:: Your task ::
Only one stretch of the data below is wanted: the lines starting at the one with "192px,1161px 227px,1168px 219px,1253px" and ending at the one with "333px,67px 355px,72px 352px,80px", both included, given again exactly.

:: Exercise inputs ::
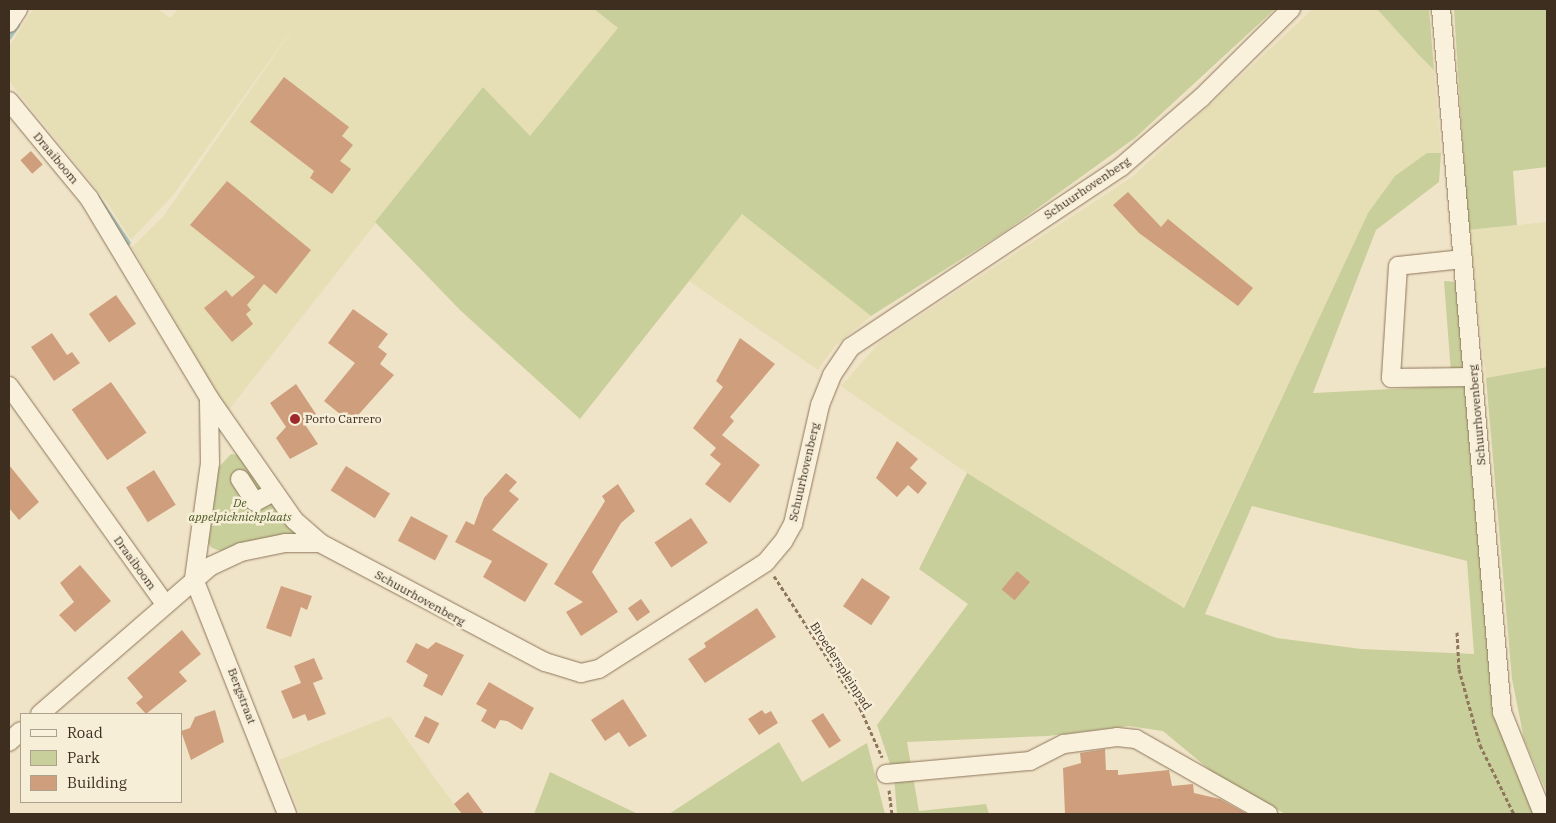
<!DOCTYPE html>
<style>
body{margin:0}
#map{position:relative;width:1556px;height:823px;overflow:hidden;background:#f0e4c8;font-family:"IBM Plex Serif",serif}
div>[style]{position:absolute}
.farmland>*{inset:0;background:#e6deb5}
.green>*{inset:0;background:#c9cf9b}
.stream>*{height:5.5px;margin:-2.75px;padding:0 2.75px;transform-origin:2.75px;border-radius:2.75px;background:#a9c4bc}
.building>*{inset:0;background:#cf9f7d;transform-origin:0 0}
.path>*{height:3px;margin-top:-1.5px;transform-origin:0;background:repeating-linear-gradient(90deg,#8d765c 0 4px,transparent 0 6.5px)}
.roads{filter:drop-shadow(0 0 1px #8d765c) drop-shadow(0 0 1px #8d765c)}
.minor>*{height:18px;margin:-9px;padding:0 9px;transform-origin:9px;border-radius:9px;background:#faf1dc}
.dots>*{width:14px;height:14px;translate:-50% -50%;box-sizing:border-box;border:2px solid #f7eed8;border-radius:50%}
span{translate:-50% -50%;white-space:nowrap;text-align:center;line-height:1.15;-webkit-text-stroke:5px #f7eed8;paint-order:stroke}
.street-label{font-size:12px;color:#3d2e20}
.poi-label{font-size:12px;color:#3d2e20}
.left{translate:0 -50%;text-align:left}
.park-label{font-size:12px;color:#4d5a26;font-style:italic}
.frame{position:absolute;inset:0;border:10px solid #3d2e20;pointer-events:none}
.legend{position:absolute;left:20px;top:713px;width:162px;height:90px;box-sizing:border-box;background:#f7eed8;border:1px solid #ada18e;margin:0;padding:6px 9px;list-style:none;font-size:15px;color:#3d2e20}
.legend li{display:flex;align-items:center;gap:10px;height:25px}
.legend b{width:25px;border:1px solid #ada18e}
</style>
<div id="map">
<div class="farmland">
<i style="clip-path:polygon(33px 9px,158px 9px,170px 18px,178px 9px,594px 9px,618px 28px,530px 137px,483px 87px,227px 412px,132px 247px,163px 217px,305px 11px,174px 194px,131px 240px,107px 202px,9px 81px,9px 47px)"></i>
<i style="clip-path:polygon(1313px 9px,1377px 9px,1434px 70px,1441px 153px,1427px 153px,1368px 213px,1183px 608px,967px 473px,841px 386px,880px 342px,1132px 177px)"></i>
<i style="clip-path:polygon(742px 214px,871px 316px,835px 346px,818px 370px,689px 281px)"></i>
<i style="clip-path:polygon(1547px 222px,1547px 367px,1486px 378px,1468px 230px)"></i>
<i style="clip-path:polygon(390px 716px,461px 814px,300px 814px,279px 760px)"></i>
</div>
<div class="green">
<i style="clip-path:polygon(594px 9px,1275px 9px,1135px 138px,1003px 233px,871px 316px,742px 214px,580px 419px,460px 310px,375px 222px,483px 87px,530px 136px,618px 28px)"></i>
<i style="clip-path:polygon(1377px 9px,1429px 9px,1434px 70px,1419px 55px)"></i>
<i style="clip-path:polygon(1454px 9px,1547px 9px,1547px 167px,1513px 171px,1517px 225px,1468px 230px)"></i>
<i style="clip-path:polygon(evenodd,1427px 153px,1441px 153px,1439px 182px,1376px 230px,1313px 393px,1452px 386px,1444px 281px,1458px 282px,1493px 706px,1533px 814px,1285px 814px,1211px 771px,1163px 731px,1129px 726px,1048px 736px,907px 742px,919px 811px,986px 804px,989px 814px,897px 814px,894px 776px,877px 725px,968px 604px,919px 569px,967px 473px,1184px 608px,1368px 213px,1395px 176px,1427px 153px,1252px 506px,1467px 561px,1474px 654px,1361px 649px,1277px 638px,1205px 614px,1252px 506px)"></i>
<i style="clip-path:polygon(1547px 367px,1547px 793px,1524px 739px,1512px 679px,1486px 378px)"></i>
<i style="clip-path:polygon(231px 454px,240px 455px,307px 537px,260px 539px,221px 551px,212px 548px,208px 543px,217px 469px)"></i>
<i style="clip-path:polygon(779px 742px,802px 782px,867px 743px,885px 814px,669px 814px)"></i>
<i style="clip-path:polygon(550px 772px,638px 814px,534px 814px)"></i>
</div>
<div class="stream">
<i style="left:9px;top:37px;width:14px;rotate:-56deg"></i>
<i style="left:97px;top:197px;width:55px;rotate:56deg"></i>
</div>
<div class="building">
<i style="clip-path:polygon(284px 77px,349px 127px,342px 136px,353px 145px,340px 161px,351px 169px,332px 194px,310px 178px,314px 171px,250px 122px)"></i>
<i style="left:31px;top:151px;width:18px;height:14px;rotate:49deg"></i>
<i style="clip-path:polygon(227px 181px,311px 250px,276px 294px,264px 284px,247px 305px,251px 310px,246px 314px,253px 324px,232px 342px,204px 308px,226px 290px,232px 297px,255px 277px,190px 225px)"></i>
<i style="clip-path:polygon(1128px 192px,1161px 227px,1168px 219px,1253px 288px,1238px 306px,1139px 233px,1113px 205px)"></i>
<i style="left:116px;top:295px;width:35px;height:33px;rotate:55deg"></i>
<i style="clip-path:polygon(353px 309px,388px 334px,378px 347px,387px 354px,380px 364px,394px 375px,351px 423px,324px 401px,355px 363px,328px 343px)"></i>
<i style="clip-path:polygon(52px 333px,67px 355px,72px 352px,80px 363px,54px 381px,31px 347px)"></i>
<i style="clip-path:polygon(740px 338px,775px 364px,730px 417px,734px 421px,722px 435px,760px 465px,730px 503px,705px 484px,721px 464px,710px 455px,716px 448px,693px 428px,723px 387px,716px 381px)"></i>
<i style="left:111px;top:382px;width:62px;height:48px;rotate:55deg"></i>
<i style="clip-path:polygon(296px 384px,316px 414px,304px 423px,318px 444px,290px 459px,276px 438px,286px 427px,270px 403px)"></i>
<i style="clip-path:polygon(897px 441px,918px 459px,910px 468px,927px 483px,918px 494px,908px 485px,897px 497px,876px 478px)"></i>
<i style="clip-path:polygon(9px 465px,39px 502px,19px 520px,9px 508px)"></i>
<i style="left:346px;top:466px;width:52px;height:29px;rotate:32deg"></i>
<i style="left:154px;top:470px;width:41px;height:33px;rotate:58deg"></i>
<i style="clip-path:polygon(506px 473px,517px 482px,509px 491px,519px 499px,492px 530px,548px 564px,525px 602px,483px 577px,492px 561px,455px 542px,466px 521px,474px 525px,484px 498px)"></i>
<i style="clip-path:polygon(618px 484px,635px 511px,621px 523px,592px 572px,618px 612px,581px 636px,566px 612px,583px 602px,554px 584px,605px 501px,602px 496px)"></i>
<i style="left:411px;top:516px;width:42px;height:28px;rotate:28deg"></i>
<i style="left:691px;top:518px;width:30px;height:44px;rotate:56deg"></i>
<i style="clip-path:polygon(80px 565px,111px 601px,75px 632px,59px 615px,74px 602px,60px 583px)"></i>
<i style="left:1017px;top:571px;width:17px;height:24px;rotate:40deg"></i>
<i style="left:862px;top:578px;width:34px;height:34px;rotate:34deg"></i>
<i style="clip-path:polygon(281px 586px,312px 596px,307px 610px,301px 607px,291px 637px,266px 628px)"></i>
<i style="left:641px;top:599px;width:16px;height:16px;rotate:55deg"></i>
<i style="clip-path:polygon(757px 608px,776px 637px,705px 683px,688px 659px,706px 647px,704px 643px)"></i>
<i style="clip-path:polygon(182px 630px,201px 654px,179px 672px,187px 681px,146px 714px,136px 703px,143px 697px,127px 678px)"></i>
<i style="clip-path:polygon(436px 642px,464px 655px,442px 696px,423px 686px,428px 675px,406px 662px,416px 643px,428px 649px)"></i>
<i style="clip-path:polygon(314px 658px,323px 679px,313px 683px,326px 714px,308px 721px,305px 714px,293px 719px,281px 691px,301px 683px,294px 666px)"></i>
<i style="clip-path:polygon(489px 682px,534px 708px,522px 730px,507px 721px,500px 720px,495px 729px,481px 721px,487px 710px,476px 704px)"></i>
<i style="clip-path:polygon(623px 699px,647px 736px,629px 747px,619px 732px,605px 741px,591px 720px)"></i>
<i style="clip-path:polygon(215px 710px,224px 742px,191px 760px,181px 731px,190px 728px,195px 717px)"></i>
<i style="clip-path:polygon(762px 710px,765px 714px,771px 711px,778px 723px,759px 735px,748px 719px)"></i>
<i style="left:823px;top:713px;width:33px;height:14px;rotate:57deg"></i>
<i style="left:425px;top:716px;width:16px;height:23px;rotate:27deg"></i>
<i style="clip-path:polygon(1105px 749px,1106px 770px,1118px 770px,1118px 775px,1169px 770px,1172px 786px,1193px 784px,1194px 793px,1220px 799px,1247px 814px,1065px 814px,1063px 768px,1081px 763px,1080px 753px)"></i>
<i style="clip-path:polygon(468px 792px,484px 814px,462px 814px,454px 804px)"></i>
</div>
<div class="path">
<i style="left:774px;top:576px;width:158px;rotate:56.9deg"></i>
<i style="left:860px;top:708px;width:54px;rotate:65.8deg"></i>
<i style="left:1457px;top:632px;width:37px;rotate:87deg"></i>
<i style="left:1459px;top:669px;width:79px;rotate:74.6deg"></i>
<i style="left:1480px;top:745px;width:77px;rotate:63.8deg"></i>
<i style="left:889px;top:790px;width:24px;rotate:83deg"></i>
</div>
<div class="roads">
<div class="minor">
<i style="left:1441px;top:9px;width:706px;rotate:85.04deg"></i>
<i style="left:1502px;top:712px;width:110px;rotate:68.1deg"></i>
<i style="left:9px;top:23px;width:17px;rotate:-57deg"></i>
<i style="left:9px;top:101px;width:126px;rotate:50.5deg"></i>
<i style="left:89px;top:198px;width:233px;rotate:59deg"></i>
<i style="left:209px;top:398px;width:149px;rotate:55.1deg"></i>
<i style="left:294px;top:520px;width:35px;rotate:41deg"></i>
<i style="left:1463px;top:259px;width:65px;rotate:173.9deg"></i>
<i style="left:1398px;top:266px;width:112px;rotate:93.6deg"></i>
<i style="left:1391px;top:378px;width:82px;rotate:-0.7deg"></i>
<i style="left:9px;top:386px;width:268px;rotate:54.4deg"></i>
<i style="left:209px;top:401px;width:62px;rotate:89.1deg"></i>
<i style="left:210px;top:463px;width:117px;rotate:97.9deg"></i>
<i style="left:194px;top:579px;width:253px;rotate:68.4deg"></i>
<i style="left:240px;top:479px;width:27px;rotate:57deg"></i>
<i style="left:255px;top:502px;width:21px;rotate:-28deg"></i>
<i style="left:40px;top:714px;width:226px;rotate:-40.9deg"></i>
<i style="left:211px;top:566px;width:33px;rotate:-25deg"></i>
<i style="left:241px;top:552px;width:45px;rotate:-11.6deg"></i>
<i style="left:285px;top:543px;width:35px"></i>
<i style="left:320px;top:543px;width:255px;rotate:27.9deg"></i>
<i style="left:545px;top:662px;width:38px;rotate:17deg"></i>
<i style="left:581px;top:673px;width:18px;rotate:-13deg"></i>
<i style="left:599px;top:669px;width:198px;rotate:-32.6deg"></i>
<i style="left:766px;top:562px;width:26px;rotate:-50deg"></i>
<i style="left:783px;top:542px;width:21px;rotate:-61deg"></i>
<i style="left:793px;top:524px;width:122px;rotate:-77.2deg"></i>
<i style="left:820px;top:405px;width:32px;rotate:-68deg"></i>
<i style="left:832px;top:375px;width:34px;rotate:-56deg"></i>
<i style="left:851px;top:347px;width:324px;rotate:-33.7deg"></i>
<i style="left:1121px;top:167px;width:106px;rotate:-40.8deg"></i>
<i style="left:1201px;top:98px;width:127px;rotate:-44.7deg"></i>
<i style="left:9px;top:742px;width:16px;rotate:-43deg"></i>
<i style="left:886px;top:774px;width:145px;rotate:-5.2deg"></i>
<i style="left:1030px;top:761px;width:38px;rotate:-27deg"></i>
<i style="left:1064px;top:744px;width:53px;rotate:-7.5deg"></i>
<i style="left:1117px;top:737px;width:19px;rotate:6deg"></i>
<i style="left:1136px;top:739px;width:152px;rotate:29.6deg"></i>
</div>
</div>
<div class="dots">
<i style="left:295px;top:419px;background:#9e2a2b"></i>
</div>
<div class="street-label">
<span style="left:56px;top:158px;rotate:50deg">Draaiboom</span>
<span style="left:1087px;top:188px;rotate:-34deg">Schuurhovenberg</span>
<span style="left:1477px;top:415px;rotate:-95deg">Schuurhovenberg</span>
<span style="left:804px;top:472px;rotate:-77deg">Schuurhovenberg</span>
<span style="left:135px;top:563px;rotate:54deg">Draaiboom</span>
<span style="left:420px;top:598px;rotate:29deg">Schuurhovenberg</span>
<span style="left:841px;top:666px;rotate:57deg">Broederspleinpad</span>
<span style="left:242px;top:696px;rotate:69deg">Bergstraat</span>
</div>
<div class="poi-label">
<span class="left" style="left:305px;top:419px">Porto Carrero</span>
</div>
<div class="park-label">
<span style="left:240px;top:510px">De<br>appelpicknickplaats</span>
</div>
<div class="frame"></div>
<ul class="legend">
<li><b style="height:6px;background:#faf1dc"></b>Road</li>
<li><b style="height:14px;background:#c9cf9b"></b>Park</li>
<li><b style="height:14px;background:#cf9f7d"></b>Building</li>
</ul>
</div>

:: Finished task ::
<i style="clip-path:polygon(1128px 192px,1161px 227px,1168px 219px,1253px 288px,1238px 306px,1139px 233px,1113px 205px)"></i>
<i style="left:116px;top:295px;width:35px;height:33px;rotate:55deg"></i>
<i style="clip-path:polygon(353px 309px,388px 334px,378px 347px,387px 354px,380px 364px,394px 375px,351px 423px,324px 401px,355px 363px,328px 343px)"></i>
<i style="clip-path:polygon(52px 333px,67px 355px,72px 352px,80px 363px,54px 381px,31px 347px)"></i>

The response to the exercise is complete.